PostgreSQL vs ClickHouse: Filtering and Sorting
Introduction
Using a database-per-service approach in a microservice architecture is standard practice for good reason. It allows each microservice to be independently maintainable and deployable. The downside appears when a client needs a single datagrid assembled from multiple services, with sorting and filtering across any column.
In that model, one service has to fetch data from the others, assemble the combined result set in memory, then sort, filter, and page before returning a response. That can work at small scale, but it does not scale well as row counts grow.
The two alternatives explored here are a shared PostgreSQL database with logical schemas and a cross-schema view for read-heavy grid queries, and a ClickHouse read-only projection that combines data across services for analytical-style reads.
I set up performance tests for all three approaches in https://github.com/markorskip/olap-vs-api-performance-test. The benchmark stack uses Spring Boot, PostgreSQL, and ClickHouse. I tested datasets of 1K, 10K, 100K, 1M, 10M, and 100M rows. I was not able to load 1 billion rows on my laptop.
I ran everything locally in Docker and verified the results both through the browser and with Python scripts.
Benchmark Summary
This document summarizes the benchmark runs captured from the local Docker-based benchmark stack on 2026-03-19. Each dataset size was loaded into PostgreSQL using the repo’s dataset presets, ClickHouse was refreshed from PostgreSQL after each load, and query latency was measured through POST /api/grid/orders/benchmark with 3 iterations using page=0, size=100, sortBy=orderedAt, and sortDirection=desc.

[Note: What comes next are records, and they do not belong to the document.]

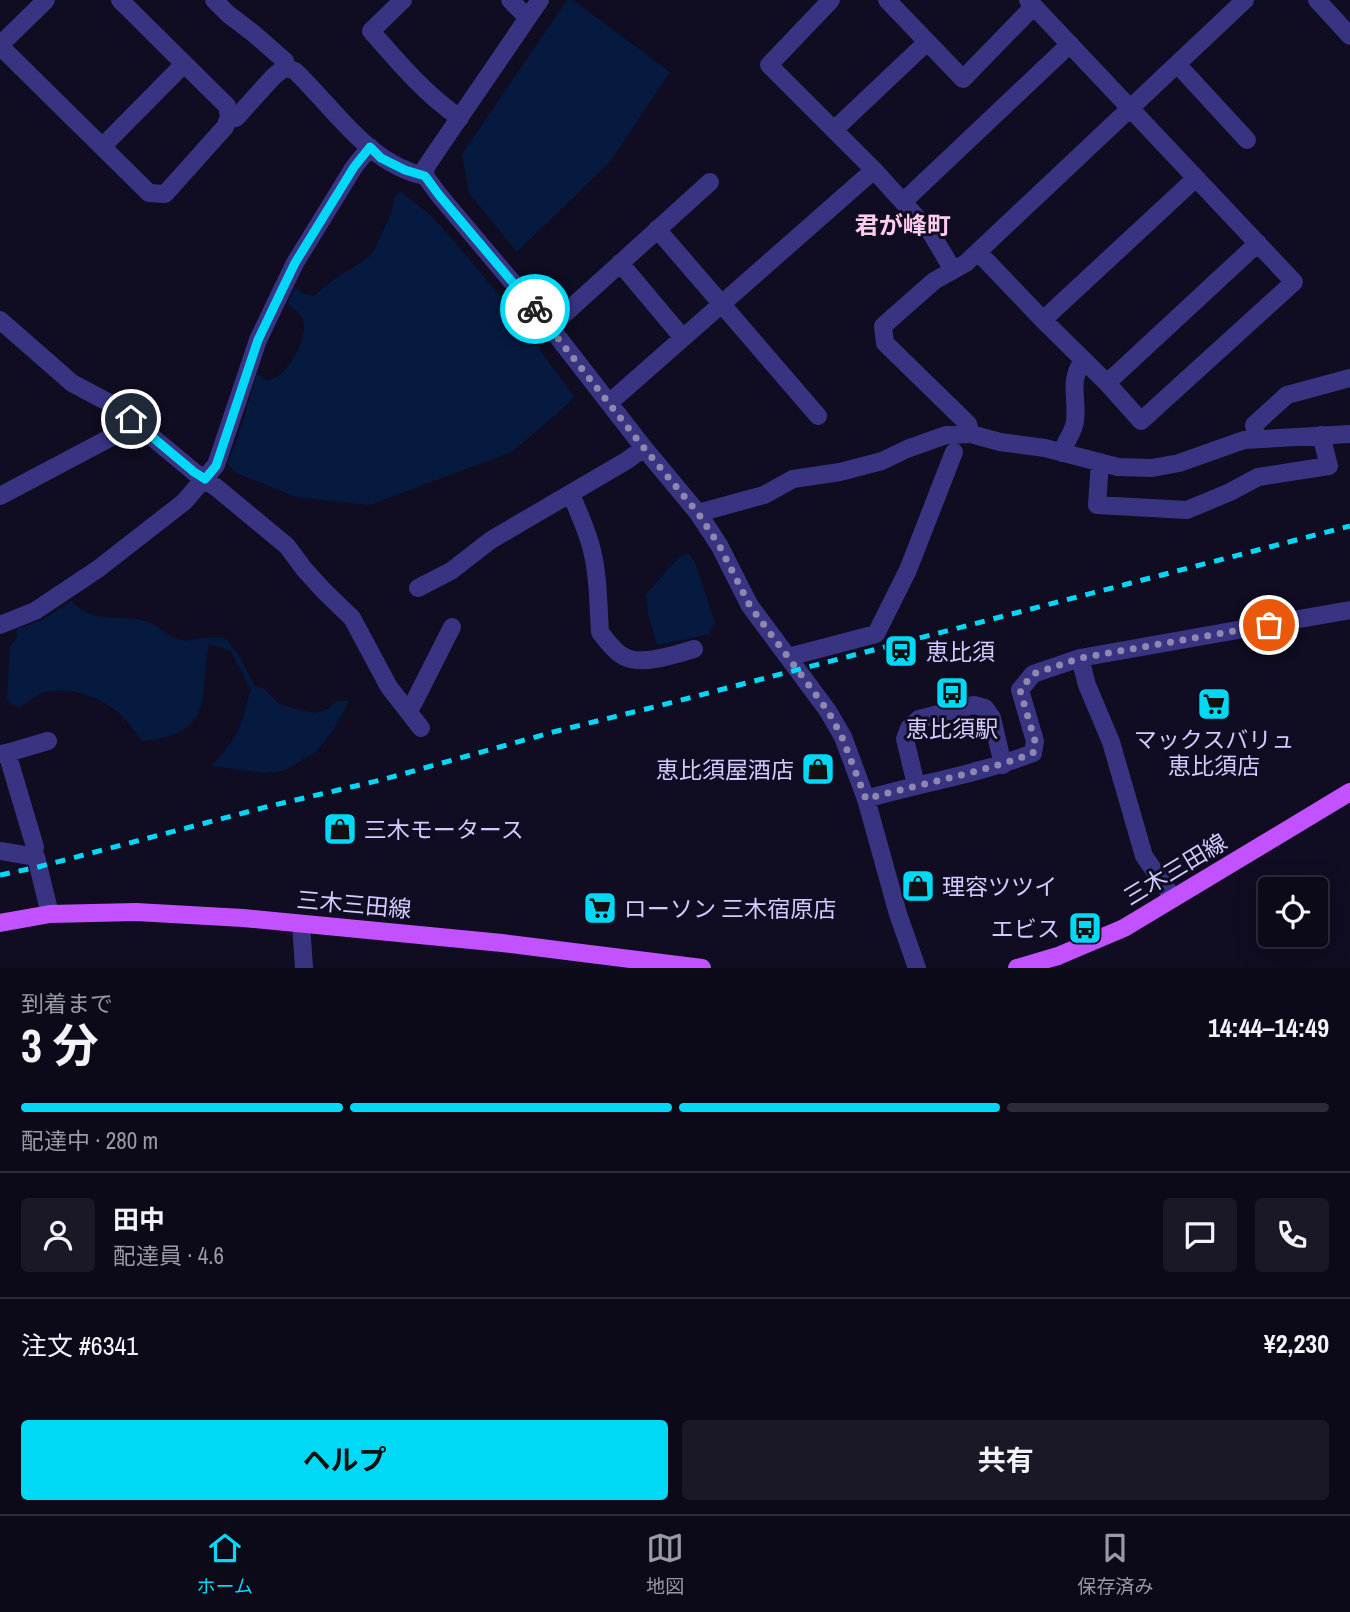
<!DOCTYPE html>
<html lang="ja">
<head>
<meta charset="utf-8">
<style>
  body { margin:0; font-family:"Archivo Narrow","Noto Sans JP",sans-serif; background:#1a1726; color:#f1f3f6; height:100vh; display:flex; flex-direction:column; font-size:26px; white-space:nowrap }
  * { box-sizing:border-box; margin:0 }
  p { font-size:23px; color:#9a9aa2 }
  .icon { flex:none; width:38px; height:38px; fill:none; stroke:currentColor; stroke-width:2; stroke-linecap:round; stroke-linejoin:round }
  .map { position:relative; height:968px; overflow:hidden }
  .sheet { display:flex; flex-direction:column; background:#0c0919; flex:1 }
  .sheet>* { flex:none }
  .buttons { position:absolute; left:1258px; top:877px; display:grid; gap:14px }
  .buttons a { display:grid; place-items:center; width:70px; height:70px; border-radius:7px; background:#0c0919; box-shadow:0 7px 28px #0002,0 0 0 2px #2c2a38; font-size:35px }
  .pin { position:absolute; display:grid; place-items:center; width:60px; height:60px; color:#fff; margin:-30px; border:4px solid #fff; border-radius:50%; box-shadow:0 2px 7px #0007 }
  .courier { position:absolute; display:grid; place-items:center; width:70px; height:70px; margin:-35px; border:5px solid #00d9f6; border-radius:50%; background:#fff; color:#222; box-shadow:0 2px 9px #0007 }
  .summary em { font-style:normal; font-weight:700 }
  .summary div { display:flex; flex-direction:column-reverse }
  .summary { display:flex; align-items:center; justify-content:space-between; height:119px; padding:0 21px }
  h1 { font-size:46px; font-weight:700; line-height:52px }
  .bar { display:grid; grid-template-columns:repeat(4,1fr); gap:10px 7px; align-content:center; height:84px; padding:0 21px }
  .bar i { height:9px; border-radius:5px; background:#2c2a38 }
  .bar .current { background:#00d9f6 }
  .bar p { grid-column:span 4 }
  .line { display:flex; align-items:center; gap:18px; padding:0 21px; border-top:2px solid #2c2a38 }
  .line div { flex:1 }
  .round { display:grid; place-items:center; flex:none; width:74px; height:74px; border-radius:7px; background:#1a1726 }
  .primary-button { display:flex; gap:14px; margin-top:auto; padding:14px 21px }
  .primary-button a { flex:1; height:80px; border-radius:7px; background:#00d9f6; color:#111; font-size:28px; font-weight:700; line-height:80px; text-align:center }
  .primary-button a+a { background:#1a1726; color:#f1f3f6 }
  .tab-bar { display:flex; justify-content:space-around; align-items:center; height:98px; border-top:2px solid #2c2a38; background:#0c0919; font-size:19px; color:#9a9aa2 }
  .tab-bar a { display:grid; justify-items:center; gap:4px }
  .tab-bar .current { color:#00d9f6 }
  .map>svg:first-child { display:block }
  .water { fill:#061a3f }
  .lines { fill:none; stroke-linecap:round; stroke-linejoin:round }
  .minor { stroke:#393482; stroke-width:18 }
  .major { stroke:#c252ff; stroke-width:18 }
  .rail { stroke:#00d9f6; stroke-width:5; stroke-dasharray:10 9; stroke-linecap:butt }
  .done { stroke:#8e88b1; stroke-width:7; stroke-dasharray:0 12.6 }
  .route { stroke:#00d9f6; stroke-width:9 }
  .labels { text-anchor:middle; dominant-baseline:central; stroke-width:6; stroke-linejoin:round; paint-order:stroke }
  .poi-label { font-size:23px; fill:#d2cbff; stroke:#100c21; text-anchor:start }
  .street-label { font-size:23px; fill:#d2cbff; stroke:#100c21 }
  .neighbourhood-label { font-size:24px; font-weight:bold; fill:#ffcdec; stroke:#100c21 }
</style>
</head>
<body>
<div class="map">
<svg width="1350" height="968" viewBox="0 0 1350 968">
  <rect width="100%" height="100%" fill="#100c21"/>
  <path class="water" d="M 567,0 L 573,0 L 670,72 L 610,162 L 517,252 L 469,193 L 462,154 Z
    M 400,191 L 428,213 L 441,226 L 539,342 L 541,352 L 574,396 L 569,403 L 512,452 L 369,505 L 296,497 L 236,473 L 227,463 L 236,443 L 257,374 L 268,381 C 271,379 275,378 278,376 C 292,367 308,336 303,320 C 301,313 293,308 287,304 L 295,288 L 304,294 L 314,296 L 333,280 L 369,257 L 374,250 L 390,216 L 395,196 Z
    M 688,553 L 695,562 L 715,623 L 710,634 L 657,645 L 648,614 L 646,594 L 679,557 Z
    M 71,601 C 98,627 118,612 148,622 C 160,626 169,638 181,640 C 189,642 195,639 202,638 C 210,637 217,638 224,637 L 238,654 L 255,686 L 263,688 L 279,704 L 304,711 L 316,713 L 328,709 L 336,701 L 349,701 L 334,729 L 316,752 L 283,771 L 264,773 L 212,766 C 223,753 235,740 241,723 C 246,712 246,701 251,690 L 231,651 L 209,644 C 204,664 206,686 201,706 C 194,732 165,739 142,741 C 136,734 131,726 125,719 C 105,698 71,685 43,693 C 35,695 28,703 20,707 L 12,705 L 7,700 L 10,646 L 17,638 L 17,629 L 42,620 Z"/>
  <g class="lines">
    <path class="minor" d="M 214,0 L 228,14 L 253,33 L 285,61 L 285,67
      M 403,0 L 371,31 C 399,63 425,94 460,118
      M 510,0 L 528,18
      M 540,0 L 436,152 L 426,167 L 425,176 L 439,195 L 550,327 L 644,448 L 698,513 L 719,545 L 750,606 L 828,711 L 843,737 L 866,799 L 898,914 L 917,968
      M 831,0 L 769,65 L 874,170 L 931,233 L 953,270
      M 887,0 L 963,79 L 1034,6
      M 1317,0 L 1350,36
      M 0,45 L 46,0
      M 0,46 L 149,193 L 165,194 L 225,127 L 229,117 L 227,106 L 120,0
      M 1177,64 L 1247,140
      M 229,117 L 236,118 L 273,77 L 285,67 L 295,71 C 335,109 368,164 425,176
      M 834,130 L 927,42
      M 102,147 L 184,64
      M 903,202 L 1070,44
      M 657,229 L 818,416
      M 978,252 L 1043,320 L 1107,383 L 1141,421 L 1294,282 L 1028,0
      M 620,263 L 683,338
      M 0,320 L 72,383 L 115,406 L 194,472 L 217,488 L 287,546 L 304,569 L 324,591 L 352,618 L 389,687 L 421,728
      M 1043,320 L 1196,178
      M 550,327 L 710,182
      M 1107,383 L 1258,243
      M 609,403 L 874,170
      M 971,434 L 968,424 L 885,343 L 883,326 L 934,281 L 966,263 L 1245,0
      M 1257,439 L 1254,425 L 1287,395 L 1350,378
      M 1062,453 C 1065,441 1074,432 1075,421 C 1078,396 1068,383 1083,360
      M 1100,462 L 1097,505 L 1187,510 L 1230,492 L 1258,477 L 1329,466 L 1321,435
      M 571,494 C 579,514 589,534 593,555 C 599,580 598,607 600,632 C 606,640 614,651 623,656 C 640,667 677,654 694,649
      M 0,496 L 121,432 L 131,419
      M 698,513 L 764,495 L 793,479 L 840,472 L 882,461 L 907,449 L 946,435 L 971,434 L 1000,442 L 1045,448 L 1118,467 L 1152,468 L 1179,463 L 1244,440 L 1350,434
      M 418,588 L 451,571 L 491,540 L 626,461 L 644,448
      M 0,625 L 35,611 L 98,569 L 184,502 L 216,465 L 258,340 L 280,294 L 295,263 L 354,167 L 370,147
      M 788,657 L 876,634 L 908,570 L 954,452
      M 1080,658 L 1087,685 L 1111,742 L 1144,856 L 1173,898
      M 407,710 L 413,704 L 452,627
      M 7,753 L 35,847 L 32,857
      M 0,754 L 7,753 L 48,741
      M 916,785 L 905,739 L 909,728 L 919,719 L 974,705 L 985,708 L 992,718 L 1003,765
      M 866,799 C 921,783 979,774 1033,753 L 1035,741 L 1020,690 L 1033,674 L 1080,658 L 1350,610
      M 0,851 L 36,857 L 50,914
      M 301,924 L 304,968"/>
    <path class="major" d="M 0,923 L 50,914 L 136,912 L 243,918 L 502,943 L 702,968
      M 1017,968 L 1058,956 L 1124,928 L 1350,792"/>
    <path class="rail" d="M 0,875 L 38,867 L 270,806 L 381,780 L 557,731 L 662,705 L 1350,526"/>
  </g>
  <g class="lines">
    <path class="done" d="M 535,309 L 644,448 L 698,513 L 719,545 L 750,606 L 828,711 L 842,737 L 866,799 C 921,783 979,774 1033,753 L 1035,741 L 1020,690 L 1033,674 L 1080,658 L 1269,625"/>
    <path class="route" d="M 131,419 L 194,472 L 205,479 L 216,466 L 258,340 L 280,294 L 295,263 L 354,167 L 370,147 L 381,158 L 405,170 L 425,176 L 439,195 L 535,309"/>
  </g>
  <defs>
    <symbol id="station-square" viewBox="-11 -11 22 22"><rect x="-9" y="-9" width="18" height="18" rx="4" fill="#00d9f6" stroke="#100c21"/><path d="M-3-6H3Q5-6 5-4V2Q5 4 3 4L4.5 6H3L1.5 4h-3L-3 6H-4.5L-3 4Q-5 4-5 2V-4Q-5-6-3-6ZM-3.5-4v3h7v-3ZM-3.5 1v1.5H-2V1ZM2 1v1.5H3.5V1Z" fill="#111"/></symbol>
    <symbol id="bus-square" viewBox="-11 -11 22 22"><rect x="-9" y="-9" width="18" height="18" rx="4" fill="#00d9f6" stroke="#100c21"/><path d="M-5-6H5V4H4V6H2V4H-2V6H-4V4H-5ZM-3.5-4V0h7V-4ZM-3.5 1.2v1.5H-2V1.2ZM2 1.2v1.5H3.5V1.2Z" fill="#111"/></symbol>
    <symbol id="supermarket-square" viewBox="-11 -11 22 22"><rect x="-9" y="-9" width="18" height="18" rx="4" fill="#00d9f6" stroke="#100c21"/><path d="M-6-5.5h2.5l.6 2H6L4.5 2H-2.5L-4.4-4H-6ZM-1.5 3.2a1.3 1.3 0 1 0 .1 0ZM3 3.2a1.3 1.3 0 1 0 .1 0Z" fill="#111"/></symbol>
    <symbol id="shop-square" viewBox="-11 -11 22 22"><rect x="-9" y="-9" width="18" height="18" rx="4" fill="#00d9f6" stroke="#100c21"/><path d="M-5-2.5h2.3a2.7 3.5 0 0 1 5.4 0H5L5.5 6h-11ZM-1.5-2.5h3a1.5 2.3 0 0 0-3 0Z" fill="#111"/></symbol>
  </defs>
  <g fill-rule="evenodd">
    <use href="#station-square" x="882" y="632" width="38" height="38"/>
    <use href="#bus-square" x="933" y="674" width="38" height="38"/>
    <use href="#supermarket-square" x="1195" y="685" width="38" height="38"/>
    <use href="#shop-square" x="799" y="750" width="38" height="38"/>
    <use href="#shop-square" x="321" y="810" width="38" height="38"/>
    <use href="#shop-square" x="899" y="867" width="38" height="38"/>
    <use href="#supermarket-square" x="581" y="889" width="38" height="38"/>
    <use href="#bus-square" x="1066" y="909" width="38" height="38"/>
  </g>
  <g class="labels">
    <g class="poi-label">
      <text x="926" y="651">恵比須</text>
      <text x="952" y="728" text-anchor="middle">恵比須駅</text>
      <text x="1214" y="739" text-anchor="middle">マックスバリュ<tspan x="1214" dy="26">恵比須店</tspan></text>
      <text x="794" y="769" text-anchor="end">恵比須屋酒店</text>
      <text x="364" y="829">三木モータース</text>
      <text x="942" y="886">理容ツツイ</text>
      <text x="624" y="908">ローソン 三木宿原店</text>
      <text x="1060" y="928" text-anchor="end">エビス</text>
    </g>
    <g class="street-label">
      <text transform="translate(1175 869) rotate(-31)">三木三田線</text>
      <text transform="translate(354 904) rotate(5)">三木三田線</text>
    </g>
    <g class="neighbourhood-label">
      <text x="903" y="225">君が峰町</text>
    </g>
  </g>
</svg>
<div class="buttons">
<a><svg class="icon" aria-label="locate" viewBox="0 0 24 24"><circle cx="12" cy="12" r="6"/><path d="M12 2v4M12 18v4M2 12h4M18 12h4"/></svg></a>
</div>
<div class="pin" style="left:1269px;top:625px;background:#ea580c"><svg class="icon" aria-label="bag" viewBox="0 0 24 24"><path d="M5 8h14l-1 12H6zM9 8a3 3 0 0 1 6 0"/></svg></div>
<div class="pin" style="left:131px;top:419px;background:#1f2937"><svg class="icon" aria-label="home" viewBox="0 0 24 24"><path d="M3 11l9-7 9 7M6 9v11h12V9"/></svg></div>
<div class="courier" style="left:535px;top:309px"><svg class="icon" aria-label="bike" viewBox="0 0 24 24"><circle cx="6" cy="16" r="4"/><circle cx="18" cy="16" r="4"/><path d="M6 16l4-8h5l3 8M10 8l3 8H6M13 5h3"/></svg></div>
</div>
<section class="sheet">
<div class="summary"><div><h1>3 分</h1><p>到着まで</p></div><em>14:44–14:49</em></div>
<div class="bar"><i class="current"></i><i class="current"></i><i class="current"></i><i></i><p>配達中 · 280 m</p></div>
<div class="line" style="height:126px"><a class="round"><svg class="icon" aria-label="person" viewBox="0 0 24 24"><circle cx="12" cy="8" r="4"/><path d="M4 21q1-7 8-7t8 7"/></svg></a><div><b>田中</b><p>配達員 · 4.6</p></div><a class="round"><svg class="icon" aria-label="chat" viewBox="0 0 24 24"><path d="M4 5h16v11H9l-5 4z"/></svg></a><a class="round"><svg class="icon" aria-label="phone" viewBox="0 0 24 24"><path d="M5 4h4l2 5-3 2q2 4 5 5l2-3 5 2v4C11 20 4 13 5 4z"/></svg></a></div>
<div class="line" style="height:91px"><div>注文 #6341</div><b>¥2,230</b></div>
<div class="primary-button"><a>ヘルプ</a><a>共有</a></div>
</section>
<nav class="tab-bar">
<a class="current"><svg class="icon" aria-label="home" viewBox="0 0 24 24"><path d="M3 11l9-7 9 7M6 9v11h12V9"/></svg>ホーム</a>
<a><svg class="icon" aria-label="map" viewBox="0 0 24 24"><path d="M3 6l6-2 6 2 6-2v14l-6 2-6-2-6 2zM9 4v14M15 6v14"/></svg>地図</a>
<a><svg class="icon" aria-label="saved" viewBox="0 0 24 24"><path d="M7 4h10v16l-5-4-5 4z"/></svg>保存済み</a>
</nav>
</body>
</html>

For test practicality, the harness used a single PostgreSQL instance even for the API aggregation scenario. That does not materially change what scenario 1 is measuring in this article. The primary cost in that scenario is the application-layer fan-out, in-memory join, sort, filter, and pagination performed by the grid service. Whether the source data sits in one physical PostgreSQL instance or in several service-owned PostgreSQL instances is not the main variable in this benchmark, because the aggregation still happens in the microservice rather than in the database.
The data model in this benchmark is intentionally synthetic. Orders, customers, and products are only example entities used to create a repeatable joined grid workload. The goal is not to model a specific production domain, but to test how different architectural read patterns behave under the same logical access pattern as row counts grow.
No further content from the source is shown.